- **What the task requires**
Once the pictures are set aside, print the records that follow exactly as written.

- **Supplied entries**
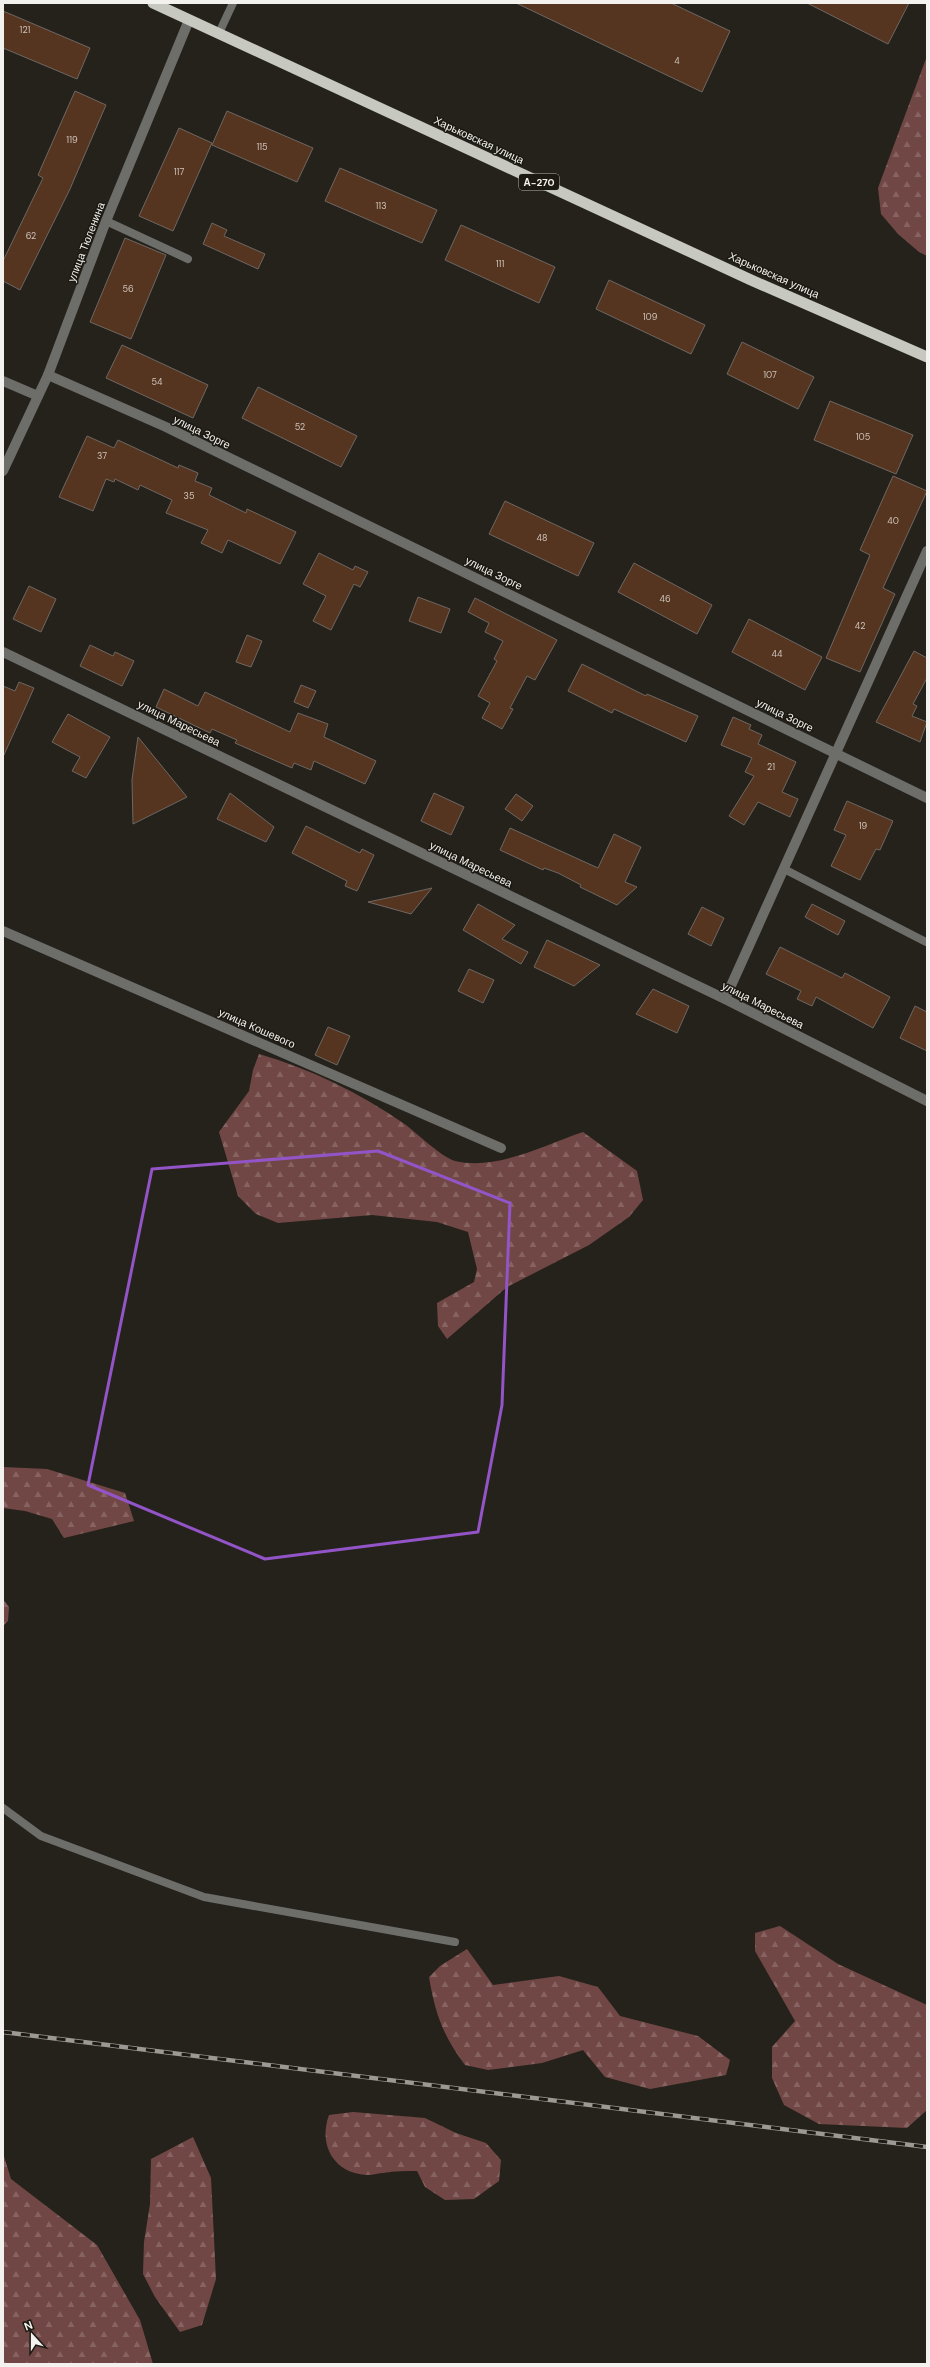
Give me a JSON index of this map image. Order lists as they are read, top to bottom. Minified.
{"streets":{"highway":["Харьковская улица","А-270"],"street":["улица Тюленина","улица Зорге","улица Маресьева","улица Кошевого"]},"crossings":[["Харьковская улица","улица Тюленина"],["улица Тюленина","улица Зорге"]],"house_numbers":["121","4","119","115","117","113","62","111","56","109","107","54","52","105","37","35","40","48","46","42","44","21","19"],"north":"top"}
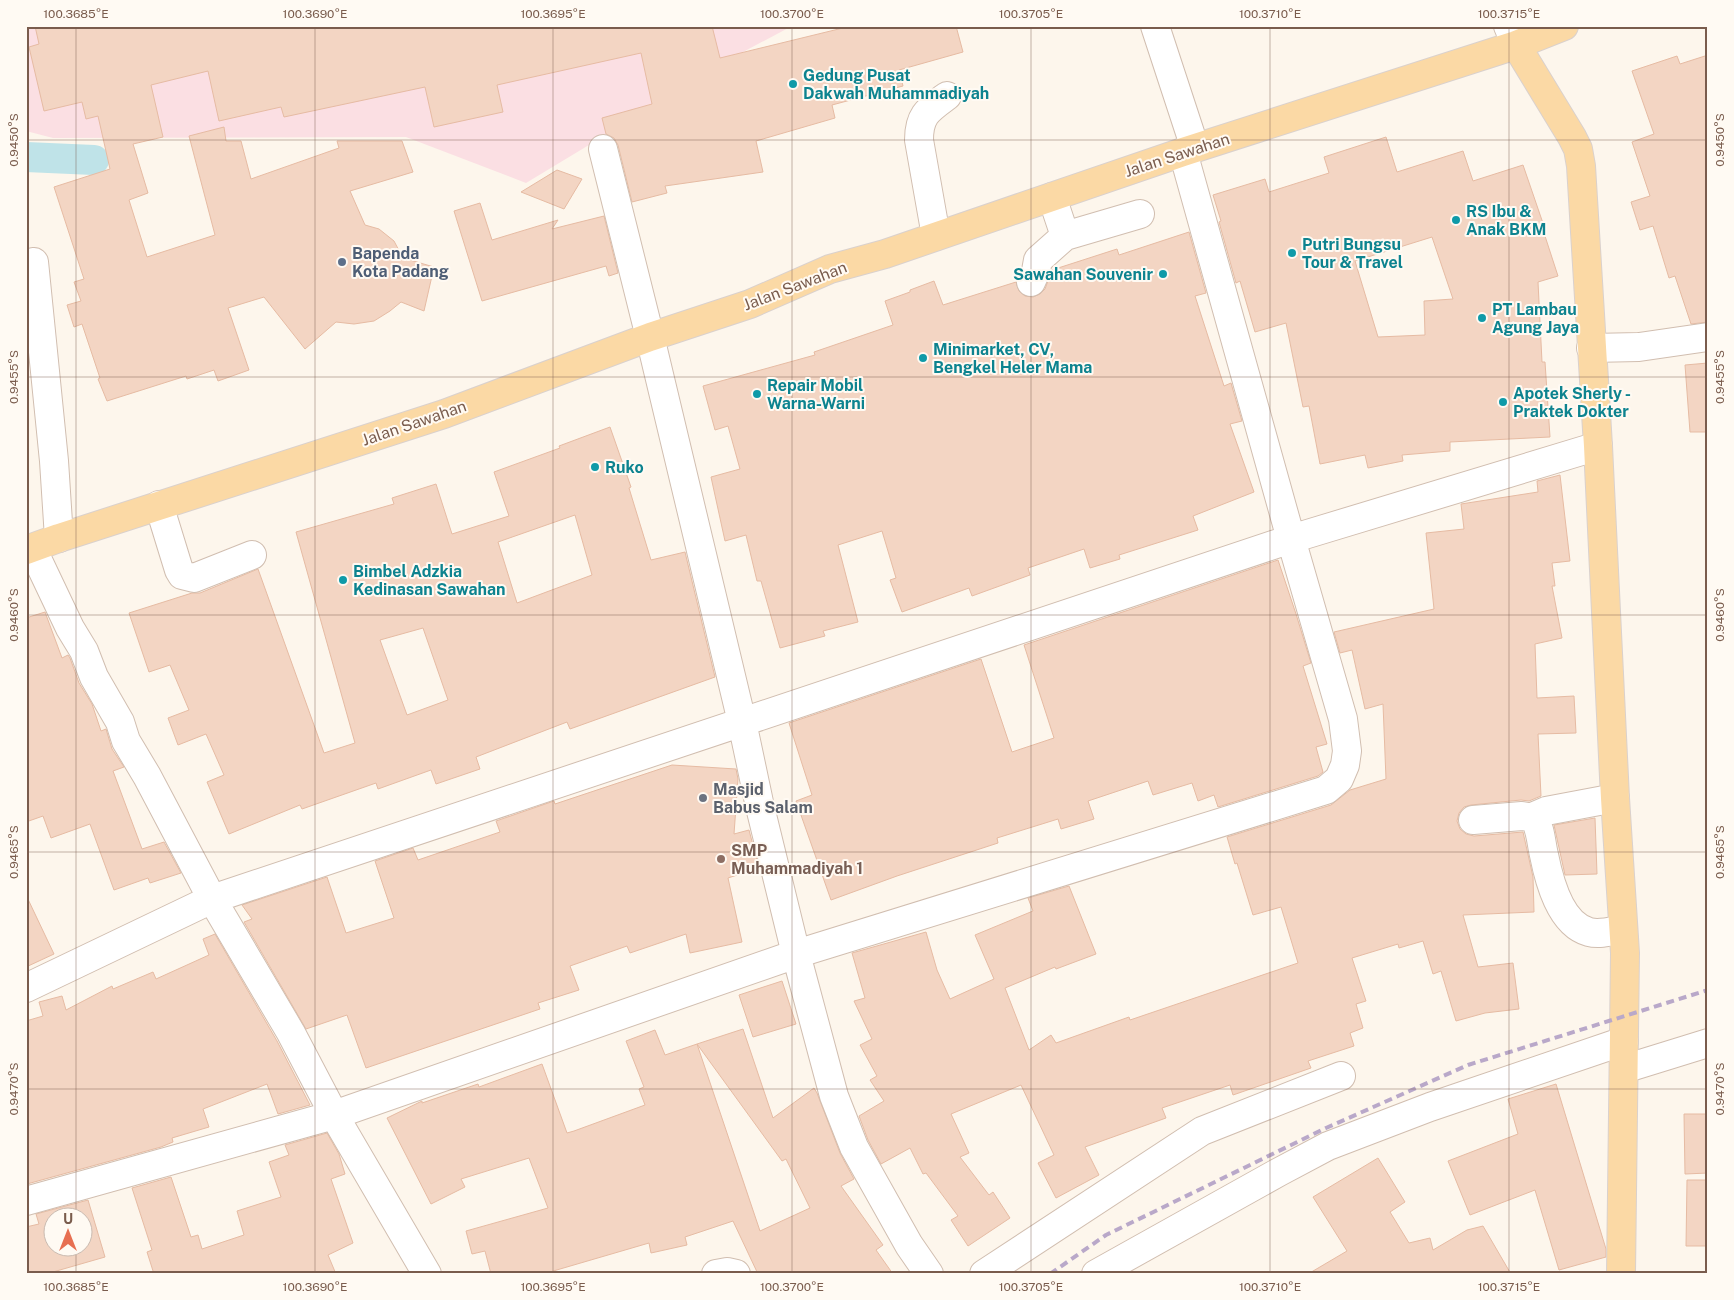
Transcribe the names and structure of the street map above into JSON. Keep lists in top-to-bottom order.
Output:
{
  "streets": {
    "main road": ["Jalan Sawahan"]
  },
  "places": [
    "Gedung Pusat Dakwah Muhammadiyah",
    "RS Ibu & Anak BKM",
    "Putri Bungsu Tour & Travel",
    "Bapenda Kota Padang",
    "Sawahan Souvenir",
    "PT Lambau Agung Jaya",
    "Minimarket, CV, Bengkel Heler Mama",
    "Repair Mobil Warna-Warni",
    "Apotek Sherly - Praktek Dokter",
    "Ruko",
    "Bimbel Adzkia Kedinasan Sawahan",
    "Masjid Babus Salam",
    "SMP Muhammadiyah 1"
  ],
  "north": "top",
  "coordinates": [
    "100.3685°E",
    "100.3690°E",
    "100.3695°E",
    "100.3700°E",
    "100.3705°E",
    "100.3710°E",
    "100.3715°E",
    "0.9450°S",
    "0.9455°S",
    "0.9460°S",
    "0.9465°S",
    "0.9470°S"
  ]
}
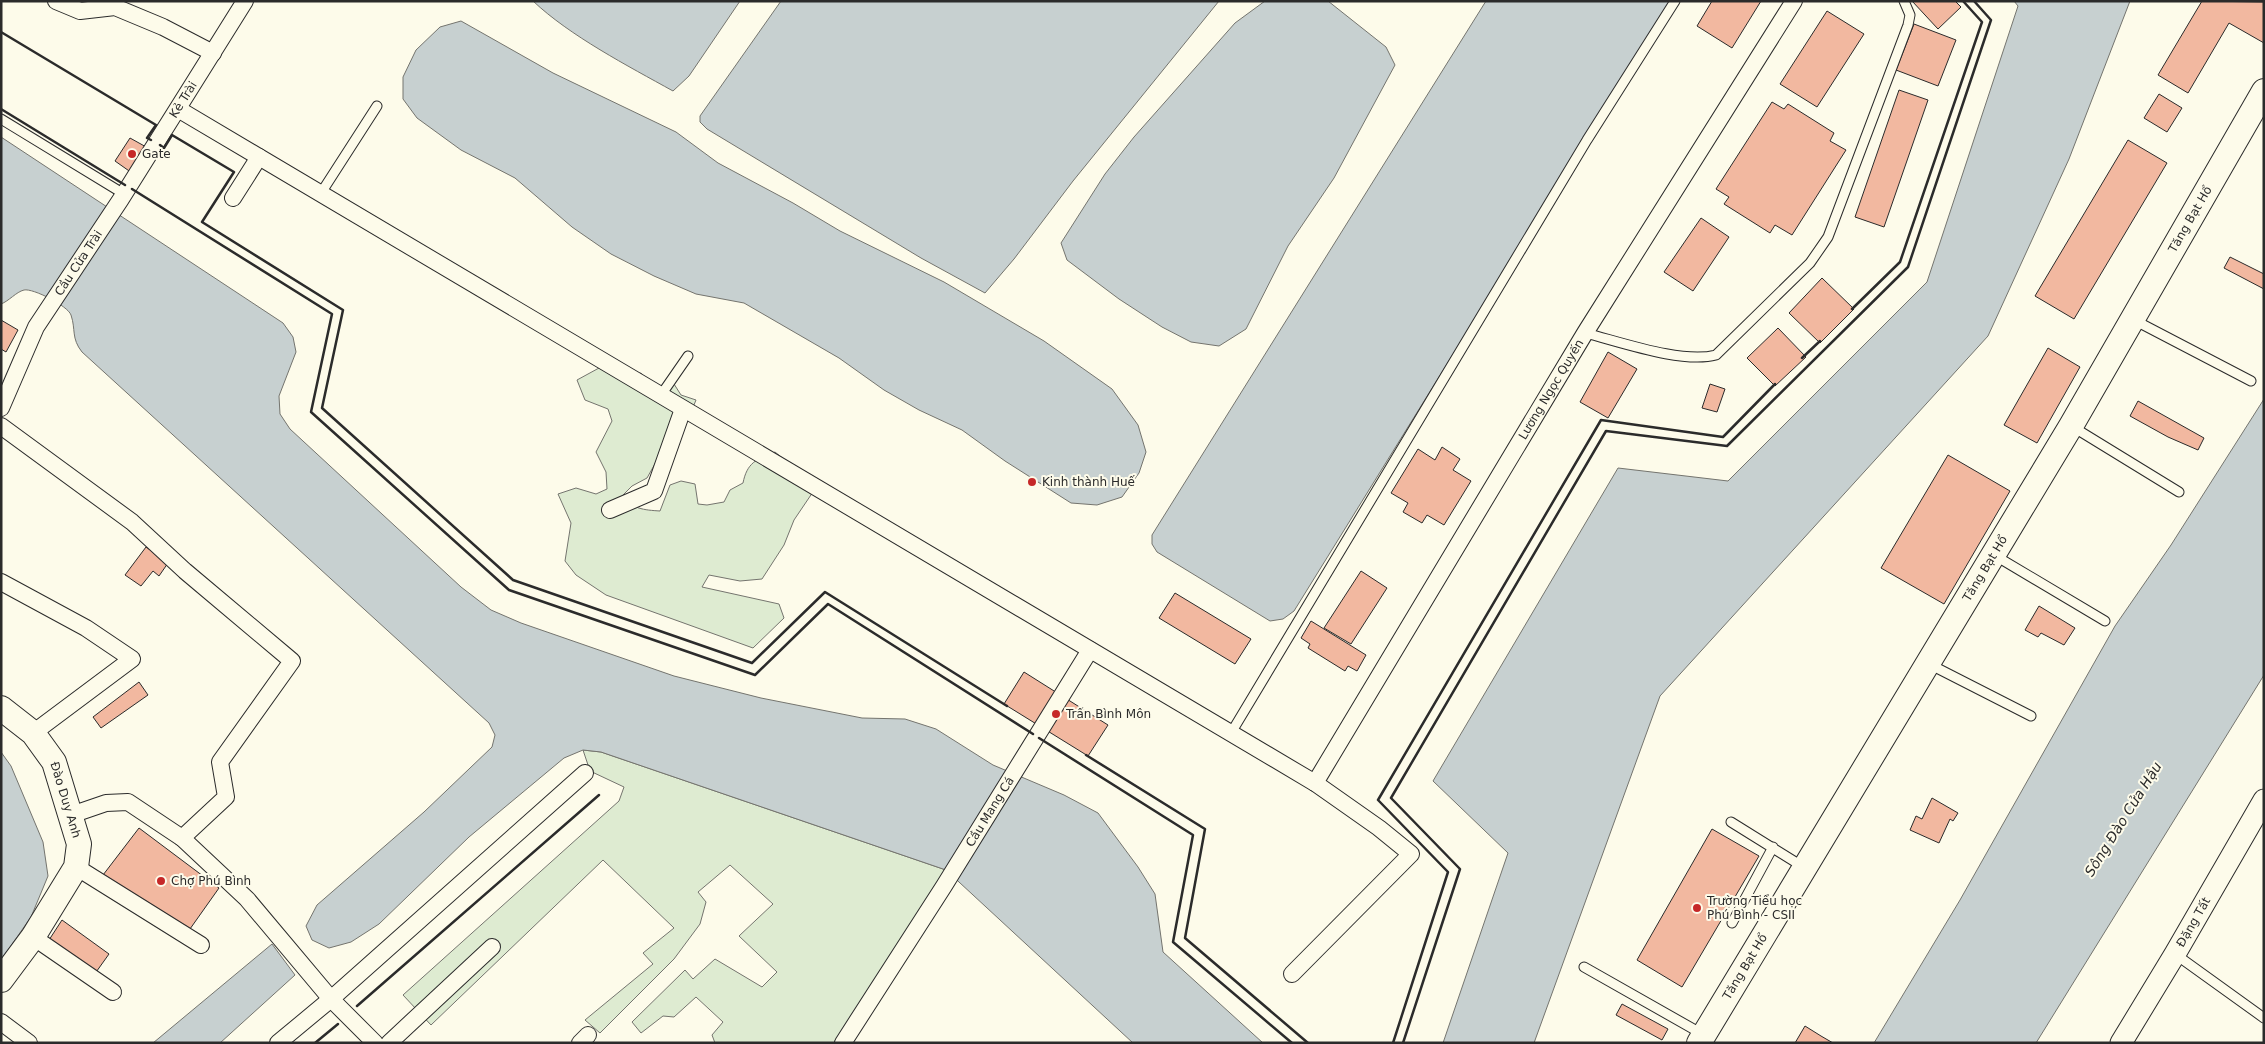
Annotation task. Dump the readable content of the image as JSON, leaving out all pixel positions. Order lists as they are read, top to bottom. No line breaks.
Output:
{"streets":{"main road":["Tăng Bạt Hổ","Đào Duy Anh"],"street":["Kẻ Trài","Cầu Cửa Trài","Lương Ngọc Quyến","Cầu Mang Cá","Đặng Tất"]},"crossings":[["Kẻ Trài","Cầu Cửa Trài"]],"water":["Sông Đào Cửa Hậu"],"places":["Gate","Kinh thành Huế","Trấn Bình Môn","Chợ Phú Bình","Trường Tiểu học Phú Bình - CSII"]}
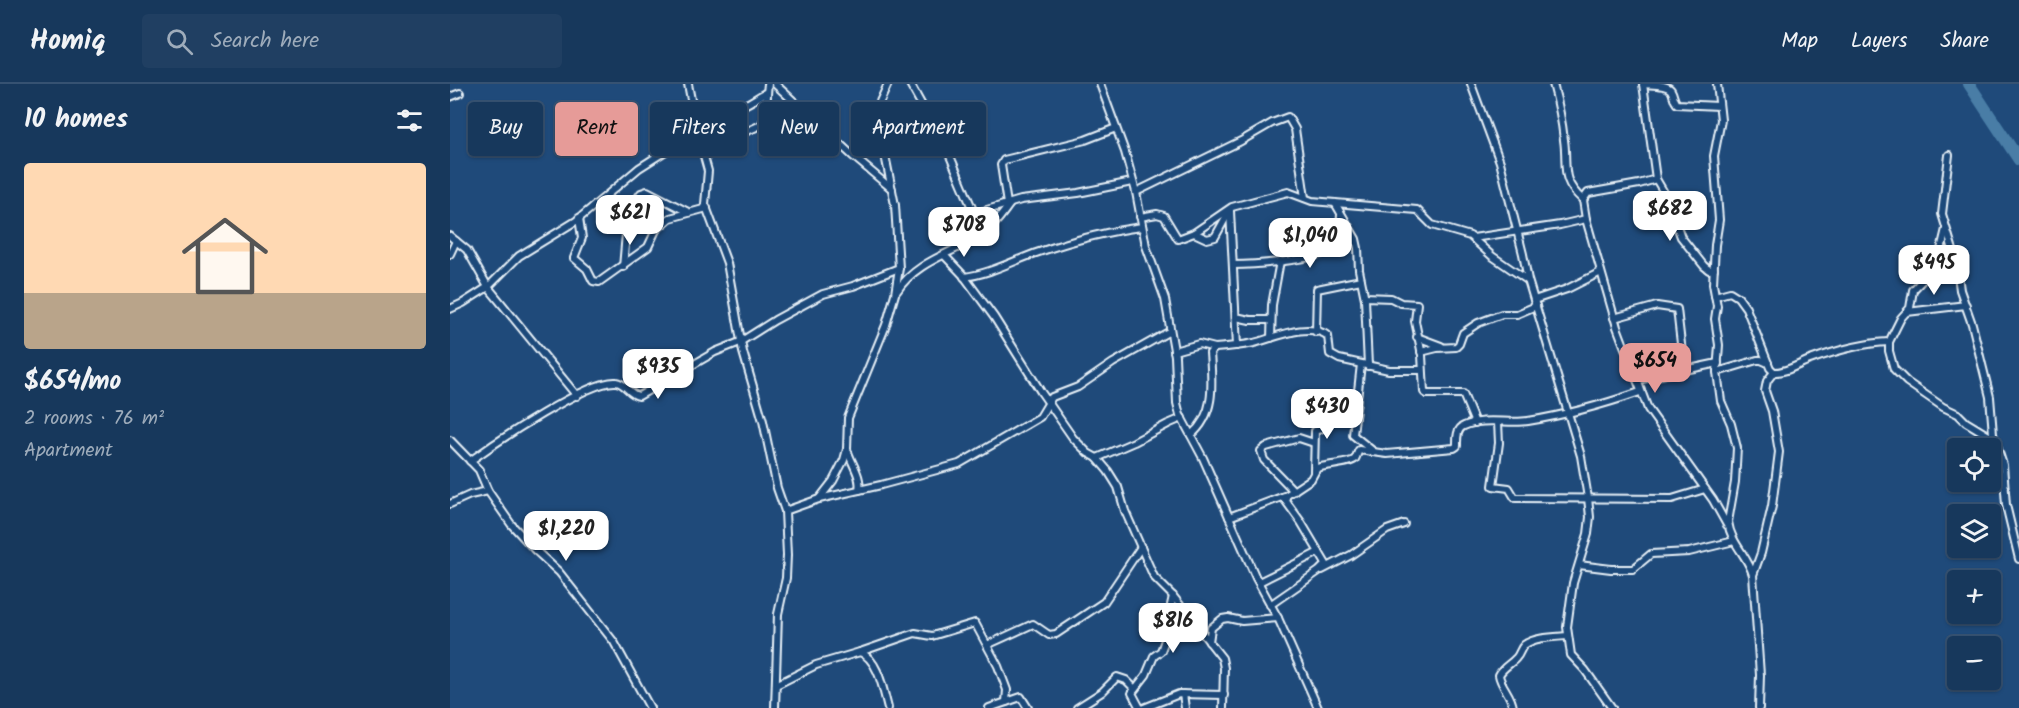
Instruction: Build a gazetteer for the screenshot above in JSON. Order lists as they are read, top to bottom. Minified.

- **Exercise result**
Give me a JSON index of this map image. Order lists as they are read, top to bottom. Minified.
{"streets":{"highway":["Харьковская улица","А-270"],"street":["улица Тюленина","улица Зорге","улица Маресьева","улица Кошевого"]},"crossings":[["Харьковская улица","улица Тюленина"],["улица Тюленина","улица Зорге"]],"house_numbers":["121","4","119","115","117","113","62","111","56","109","107","54","52","105","37","35","40","48","46","42","44","21","19"],"north":"top"}
Transcribe the names and structure of the street map above into JSON. Keep lists in top-to-bottom order.
Output:
{
  "streets": {
    "main road": ["Jalan Sawahan"]
  },
  "places": [
    "Gedung Pusat Dakwah Muhammadiyah",
    "RS Ibu & Anak BKM",
    "Putri Bungsu Tour & Travel",
    "Bapenda Kota Padang",
    "Sawahan Souvenir",
    "PT Lambau Agung Jaya",
    "Minimarket, CV, Bengkel Heler Mama",
    "Repair Mobil Warna-Warni",
    "Apotek Sherly - Praktek Dokter",
    "Ruko",
    "Bimbel Adzkia Kedinasan Sawahan",
    "Masjid Babus Salam",
    "SMP Muhammadiyah 1"
  ],
  "north": "top",
  "coordinates": [
    "100.3685°E",
    "100.3690°E",
    "100.3695°E",
    "100.3700°E",
    "100.3705°E",
    "100.3710°E",
    "100.3715°E",
    "0.9450°S",
    "0.9455°S",
    "0.9460°S",
    "0.9465°S",
    "0.9470°S"
  ]
}
Annotation task. Dump the readable content of the image as JSON, leaving out all pixel positions. Order lists as they are read, top to bottom. No line breaks.
Output:
{"streets":{"main road":["Tăng Bạt Hổ","Đào Duy Anh"],"street":["Kẻ Trài","Cầu Cửa Trài","Lương Ngọc Quyến","Cầu Mang Cá","Đặng Tất"]},"crossings":[["Kẻ Trài","Cầu Cửa Trài"]],"water":["Sông Đào Cửa Hậu"],"places":["Gate","Kinh thành Huế","Trấn Bình Môn","Chợ Phú Bình","Trường Tiểu học Phú Bình - CSII"]}
Instruction: Build a gazetteer for the screenshot above in JSON. Order lists as they are read, top to bottom. Minified.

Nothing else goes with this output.